You’d be hard-pressed to find a more sustainable and local place to eat than the Draft Horse, which opened over the weekend in northeast Minneapolis. The restaurant, located in the Food Building, highlights products from two companies that have their production facilities on the premises, Red Table Meats and the Lone Grazer Creamery.
But it doesn’t stop there. The menu lists a veritable who’s who of local and regional food and drink purveyors. Just about the only items not identified by their origin are the vegetables, but chances are if you asked your server, they’d go back to the kitchen and find out for you.
Despite the lofty provenance of the ingredients, the food is straightforward and unfussy. After all, when you start with great products, you want to let them take center stage and shine without a lot of unnecessary embellishment. It’s also the kind of food you crave during a Minnesota winter — even a freakishly warm one. There’s lots of meat, lots of cheese, and lots of vegetables to balance out the first two.
Many of the items on the menu are meant to be shared, so there’s a very convivial vibe at Draft Horse, with folks at the bar offering food recommendations to newcomers, and those seated at the tables oohing and aahing over the plates at the next table over. Servers are obviously fans of the food as well and give such vivid and enticing descriptions that you’ll want to order one of everything. As much as you might be tempted, don’t do that. The portions here are generous. The pot pie, served in a cast iron skillet, could easily serve two people with any semblance of self control. But once you get a forkful of the buttery, flaky crust and the filling — your choice of beef short ribs (Peterson Farms), chicken (Kadejan Farms) or roasted vegetables — enrobed in rich, creamy gravy, any hope of not finishing the whole thing on your own flies out the window.
The Meat section of the menu includes beef short ribs, brick chicken, and roasted pork (Fischer Farms). These proteins are meant to be shared and can easily serve two to three people. Pair them with a couple of sides and your meal is complete.
The cauliflower gratin comes to the table bubbling in a Lone Grazer cheese sauce. Other options are Brussels sprouts with bacon and red wine vinegar and roasted root vegetables with the Beez Kneez honey. Don’t overlook the salt and pepper ribs hidden among the vegetable dishes on the sides menu; they are a standout — perfect little mouthfuls of porky lusciousness.

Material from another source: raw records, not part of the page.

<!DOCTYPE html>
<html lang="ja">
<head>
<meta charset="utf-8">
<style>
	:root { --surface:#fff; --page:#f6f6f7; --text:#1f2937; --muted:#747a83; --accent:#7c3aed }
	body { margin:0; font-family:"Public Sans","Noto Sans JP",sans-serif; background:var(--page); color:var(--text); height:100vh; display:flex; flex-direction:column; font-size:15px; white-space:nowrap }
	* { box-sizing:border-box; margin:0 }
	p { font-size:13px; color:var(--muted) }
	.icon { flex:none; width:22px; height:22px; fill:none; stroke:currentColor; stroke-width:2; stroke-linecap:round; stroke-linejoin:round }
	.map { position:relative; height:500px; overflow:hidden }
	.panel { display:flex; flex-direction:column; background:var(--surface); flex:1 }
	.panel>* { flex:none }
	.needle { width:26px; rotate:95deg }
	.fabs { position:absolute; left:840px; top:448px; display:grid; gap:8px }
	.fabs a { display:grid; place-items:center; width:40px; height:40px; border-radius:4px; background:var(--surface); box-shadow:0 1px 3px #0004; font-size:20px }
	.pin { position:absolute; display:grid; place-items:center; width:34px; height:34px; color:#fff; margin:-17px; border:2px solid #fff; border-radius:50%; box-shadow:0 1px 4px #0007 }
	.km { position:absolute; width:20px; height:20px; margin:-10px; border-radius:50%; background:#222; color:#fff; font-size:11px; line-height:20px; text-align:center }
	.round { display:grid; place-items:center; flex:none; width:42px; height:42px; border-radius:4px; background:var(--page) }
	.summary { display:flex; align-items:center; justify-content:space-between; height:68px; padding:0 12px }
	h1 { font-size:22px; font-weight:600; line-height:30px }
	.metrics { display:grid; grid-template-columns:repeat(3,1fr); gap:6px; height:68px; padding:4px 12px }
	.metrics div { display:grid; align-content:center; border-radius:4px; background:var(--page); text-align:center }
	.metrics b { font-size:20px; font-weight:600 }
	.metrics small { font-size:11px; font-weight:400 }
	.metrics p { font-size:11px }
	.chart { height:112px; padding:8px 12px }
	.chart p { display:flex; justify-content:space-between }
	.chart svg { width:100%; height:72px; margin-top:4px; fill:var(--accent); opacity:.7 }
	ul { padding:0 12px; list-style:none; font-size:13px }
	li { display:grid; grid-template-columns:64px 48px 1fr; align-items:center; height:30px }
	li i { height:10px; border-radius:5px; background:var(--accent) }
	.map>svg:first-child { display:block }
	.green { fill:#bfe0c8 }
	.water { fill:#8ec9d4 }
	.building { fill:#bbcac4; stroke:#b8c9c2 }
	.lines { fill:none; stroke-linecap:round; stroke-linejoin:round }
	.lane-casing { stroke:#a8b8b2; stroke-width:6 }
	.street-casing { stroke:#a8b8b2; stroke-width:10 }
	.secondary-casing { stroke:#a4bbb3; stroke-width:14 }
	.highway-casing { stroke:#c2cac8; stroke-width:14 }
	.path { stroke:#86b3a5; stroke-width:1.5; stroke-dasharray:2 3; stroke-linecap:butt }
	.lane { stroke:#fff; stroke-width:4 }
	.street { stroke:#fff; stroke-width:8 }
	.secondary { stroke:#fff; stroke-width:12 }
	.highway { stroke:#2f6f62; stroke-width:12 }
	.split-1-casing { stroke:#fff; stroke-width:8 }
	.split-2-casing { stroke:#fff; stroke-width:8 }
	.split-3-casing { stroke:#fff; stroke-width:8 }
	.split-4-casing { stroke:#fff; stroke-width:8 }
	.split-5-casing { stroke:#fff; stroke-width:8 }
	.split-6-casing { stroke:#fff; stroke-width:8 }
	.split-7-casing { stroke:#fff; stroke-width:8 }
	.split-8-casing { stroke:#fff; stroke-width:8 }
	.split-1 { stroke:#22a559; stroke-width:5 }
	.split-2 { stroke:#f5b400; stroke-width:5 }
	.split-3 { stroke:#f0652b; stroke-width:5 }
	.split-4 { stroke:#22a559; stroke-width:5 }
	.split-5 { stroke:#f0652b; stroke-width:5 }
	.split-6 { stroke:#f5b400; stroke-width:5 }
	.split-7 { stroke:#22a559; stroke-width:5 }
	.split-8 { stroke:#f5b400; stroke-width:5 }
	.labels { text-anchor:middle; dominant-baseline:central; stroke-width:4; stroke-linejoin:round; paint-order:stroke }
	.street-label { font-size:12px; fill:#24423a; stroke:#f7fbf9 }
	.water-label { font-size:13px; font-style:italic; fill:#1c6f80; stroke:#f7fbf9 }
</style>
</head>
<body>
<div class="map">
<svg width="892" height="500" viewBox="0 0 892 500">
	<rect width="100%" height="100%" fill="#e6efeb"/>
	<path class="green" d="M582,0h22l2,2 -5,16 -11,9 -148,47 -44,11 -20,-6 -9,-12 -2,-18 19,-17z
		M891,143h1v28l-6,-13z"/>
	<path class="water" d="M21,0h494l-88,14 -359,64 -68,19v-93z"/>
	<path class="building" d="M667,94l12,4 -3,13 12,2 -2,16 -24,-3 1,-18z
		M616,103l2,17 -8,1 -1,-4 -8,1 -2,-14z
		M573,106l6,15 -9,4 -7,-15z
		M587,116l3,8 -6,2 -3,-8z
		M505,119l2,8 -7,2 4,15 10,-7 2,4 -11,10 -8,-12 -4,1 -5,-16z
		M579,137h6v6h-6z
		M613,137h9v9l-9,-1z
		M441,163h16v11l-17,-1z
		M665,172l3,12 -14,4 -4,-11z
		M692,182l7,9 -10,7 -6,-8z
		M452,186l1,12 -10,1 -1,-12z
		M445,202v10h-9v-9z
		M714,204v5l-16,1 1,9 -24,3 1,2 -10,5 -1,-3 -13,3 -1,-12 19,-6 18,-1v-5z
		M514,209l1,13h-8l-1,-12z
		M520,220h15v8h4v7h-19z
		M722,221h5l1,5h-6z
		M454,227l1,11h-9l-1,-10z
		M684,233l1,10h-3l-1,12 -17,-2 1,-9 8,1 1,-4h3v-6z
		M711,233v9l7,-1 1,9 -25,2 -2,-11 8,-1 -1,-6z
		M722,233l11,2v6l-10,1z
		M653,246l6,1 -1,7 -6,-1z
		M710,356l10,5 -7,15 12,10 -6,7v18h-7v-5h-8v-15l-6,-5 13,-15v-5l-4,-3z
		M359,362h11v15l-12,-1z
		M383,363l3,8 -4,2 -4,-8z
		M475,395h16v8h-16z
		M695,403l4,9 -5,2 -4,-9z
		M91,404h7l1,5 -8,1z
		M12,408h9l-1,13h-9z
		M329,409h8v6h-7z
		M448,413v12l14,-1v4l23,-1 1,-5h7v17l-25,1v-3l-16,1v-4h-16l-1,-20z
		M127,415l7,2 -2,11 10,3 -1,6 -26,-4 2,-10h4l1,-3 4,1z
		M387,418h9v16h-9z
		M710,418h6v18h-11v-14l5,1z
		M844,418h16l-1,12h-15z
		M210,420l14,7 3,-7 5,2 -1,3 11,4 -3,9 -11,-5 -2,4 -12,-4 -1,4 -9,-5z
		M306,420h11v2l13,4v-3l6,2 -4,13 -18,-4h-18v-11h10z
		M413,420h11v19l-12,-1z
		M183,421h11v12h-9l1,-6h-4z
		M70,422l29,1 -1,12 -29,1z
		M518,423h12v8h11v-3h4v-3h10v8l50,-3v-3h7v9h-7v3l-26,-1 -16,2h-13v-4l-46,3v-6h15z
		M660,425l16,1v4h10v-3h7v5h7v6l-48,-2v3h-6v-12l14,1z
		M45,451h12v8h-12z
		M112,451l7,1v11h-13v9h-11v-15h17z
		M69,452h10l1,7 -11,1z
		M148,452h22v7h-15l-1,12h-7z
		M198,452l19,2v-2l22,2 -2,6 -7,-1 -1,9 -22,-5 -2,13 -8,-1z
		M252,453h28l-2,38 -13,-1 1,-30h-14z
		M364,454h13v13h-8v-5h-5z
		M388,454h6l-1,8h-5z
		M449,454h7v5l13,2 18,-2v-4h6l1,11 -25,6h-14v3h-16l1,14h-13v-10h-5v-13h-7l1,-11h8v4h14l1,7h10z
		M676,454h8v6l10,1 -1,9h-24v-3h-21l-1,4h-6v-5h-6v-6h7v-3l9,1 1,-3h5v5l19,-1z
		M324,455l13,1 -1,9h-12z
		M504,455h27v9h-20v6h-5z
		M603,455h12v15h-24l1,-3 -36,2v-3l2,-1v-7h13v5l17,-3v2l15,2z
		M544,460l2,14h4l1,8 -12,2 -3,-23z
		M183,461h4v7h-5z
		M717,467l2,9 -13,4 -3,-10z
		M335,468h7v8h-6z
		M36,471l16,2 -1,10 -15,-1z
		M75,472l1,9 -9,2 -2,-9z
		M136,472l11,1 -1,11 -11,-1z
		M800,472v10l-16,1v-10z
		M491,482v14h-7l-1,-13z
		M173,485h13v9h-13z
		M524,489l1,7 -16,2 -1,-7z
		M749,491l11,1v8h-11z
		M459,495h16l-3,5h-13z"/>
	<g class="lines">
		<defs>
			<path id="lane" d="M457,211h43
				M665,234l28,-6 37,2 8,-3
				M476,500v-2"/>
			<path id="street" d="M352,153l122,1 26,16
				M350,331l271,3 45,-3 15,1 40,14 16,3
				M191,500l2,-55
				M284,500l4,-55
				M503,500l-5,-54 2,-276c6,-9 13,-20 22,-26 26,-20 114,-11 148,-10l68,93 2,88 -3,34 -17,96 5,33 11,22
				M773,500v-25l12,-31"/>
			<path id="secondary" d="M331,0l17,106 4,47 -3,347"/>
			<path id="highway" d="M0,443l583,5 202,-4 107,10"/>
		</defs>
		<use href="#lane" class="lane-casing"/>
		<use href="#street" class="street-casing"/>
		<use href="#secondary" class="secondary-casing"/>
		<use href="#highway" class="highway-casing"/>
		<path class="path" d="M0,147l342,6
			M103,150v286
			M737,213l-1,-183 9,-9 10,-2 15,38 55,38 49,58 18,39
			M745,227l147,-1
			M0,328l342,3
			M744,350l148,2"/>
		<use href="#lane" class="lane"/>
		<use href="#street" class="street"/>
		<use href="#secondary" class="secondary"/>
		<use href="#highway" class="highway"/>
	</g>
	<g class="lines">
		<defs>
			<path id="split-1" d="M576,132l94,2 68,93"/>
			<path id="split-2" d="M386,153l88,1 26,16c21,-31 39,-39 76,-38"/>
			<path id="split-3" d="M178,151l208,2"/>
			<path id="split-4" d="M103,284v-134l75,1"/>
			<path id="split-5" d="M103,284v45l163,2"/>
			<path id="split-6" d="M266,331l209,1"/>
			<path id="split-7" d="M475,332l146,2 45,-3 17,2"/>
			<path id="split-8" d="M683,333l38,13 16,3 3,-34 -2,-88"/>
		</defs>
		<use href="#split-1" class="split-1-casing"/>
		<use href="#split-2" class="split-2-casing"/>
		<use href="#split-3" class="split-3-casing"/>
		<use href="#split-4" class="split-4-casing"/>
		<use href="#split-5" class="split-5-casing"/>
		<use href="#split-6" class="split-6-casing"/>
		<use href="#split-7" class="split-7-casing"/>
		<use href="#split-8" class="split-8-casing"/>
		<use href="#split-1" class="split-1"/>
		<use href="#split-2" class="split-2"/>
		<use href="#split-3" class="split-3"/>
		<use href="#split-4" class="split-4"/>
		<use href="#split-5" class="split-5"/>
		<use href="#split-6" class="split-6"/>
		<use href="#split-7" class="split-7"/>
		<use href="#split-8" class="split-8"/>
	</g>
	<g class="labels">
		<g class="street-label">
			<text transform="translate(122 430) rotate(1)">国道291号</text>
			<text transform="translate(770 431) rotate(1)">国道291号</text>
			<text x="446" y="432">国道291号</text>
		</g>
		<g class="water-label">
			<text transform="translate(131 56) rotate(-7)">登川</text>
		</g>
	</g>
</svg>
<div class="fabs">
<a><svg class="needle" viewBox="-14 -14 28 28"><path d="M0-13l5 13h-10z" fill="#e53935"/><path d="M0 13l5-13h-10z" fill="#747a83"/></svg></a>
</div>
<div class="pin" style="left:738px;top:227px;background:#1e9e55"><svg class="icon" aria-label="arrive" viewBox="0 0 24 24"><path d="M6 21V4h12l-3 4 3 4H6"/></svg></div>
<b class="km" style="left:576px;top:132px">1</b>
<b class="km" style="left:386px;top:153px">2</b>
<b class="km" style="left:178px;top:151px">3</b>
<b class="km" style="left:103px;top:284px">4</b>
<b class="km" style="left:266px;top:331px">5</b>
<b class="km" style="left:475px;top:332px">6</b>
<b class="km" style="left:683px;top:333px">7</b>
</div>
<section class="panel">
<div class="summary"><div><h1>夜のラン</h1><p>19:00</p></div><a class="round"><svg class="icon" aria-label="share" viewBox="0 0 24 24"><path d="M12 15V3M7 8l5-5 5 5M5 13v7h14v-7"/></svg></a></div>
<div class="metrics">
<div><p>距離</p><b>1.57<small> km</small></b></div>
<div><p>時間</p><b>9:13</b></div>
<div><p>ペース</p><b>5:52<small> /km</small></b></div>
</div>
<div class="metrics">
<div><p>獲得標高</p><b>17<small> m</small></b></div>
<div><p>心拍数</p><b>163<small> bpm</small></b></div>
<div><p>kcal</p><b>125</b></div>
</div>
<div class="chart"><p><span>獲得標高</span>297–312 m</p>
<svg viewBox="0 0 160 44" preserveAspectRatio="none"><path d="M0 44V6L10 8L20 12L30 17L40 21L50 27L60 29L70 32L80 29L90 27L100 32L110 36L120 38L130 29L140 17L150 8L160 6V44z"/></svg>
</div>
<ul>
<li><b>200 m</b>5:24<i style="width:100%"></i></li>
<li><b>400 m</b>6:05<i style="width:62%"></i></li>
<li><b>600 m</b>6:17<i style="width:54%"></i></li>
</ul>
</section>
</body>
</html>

Draft Horse also has you covered if you just want a drink and a nibble. There’s a meat plate featuring Red Table Meats, a cheese plate that includes selections from the Lone Grazer as well as other regional cheeses or a combo plate that lets you sample all of it. On the drink side, all the beers are local except for one outlier, Guinness. More on that later.
Sociable Cider Werks is also represented, as is Tattersall Distilling and 2 Gingers whiskey. And if you’re in a hurry, there’s a deli counter where you can grab a sandwich on a baguette from Patisserie 46, salads, and soup to go. Coffee is from Spyhouse.
If the presence of Guinness and 2 Gingers has you sensing an Irish connection, your intuition is good. The Food Building is owned by Kieran Folliard, creator of 2 Gingers and Kieran's Irish Pub, who founded the 26,000-square-foot food incubator in 2013. For the Draft Horse, he’s partnered with Luke and Katie Kyle of Anchor Fish & Chips and Anne Saxton of Kyatchi.
The restaurant’s name pays homage to a past occupant of the building, the Dick Veterinary clinic, which specialized in horse care from 1900 to 1922. You can definitely see the shadow of the building’s former life in the exposed beams and rough walls. The space feels rustic yet also Northeasty. It’s a place where folks from the neighborhood just might make it their second home.
The Draft Horse
1401 Marshall St. NE, Minneapolis
Closed Mondays; Tuesday – Thursday, 11 a.m. – 11 p.m.; Friday and Saturday, 11a.m. – 1 a.m.; deli Tuesday – Sunday 11 a.m. – 6 p.m.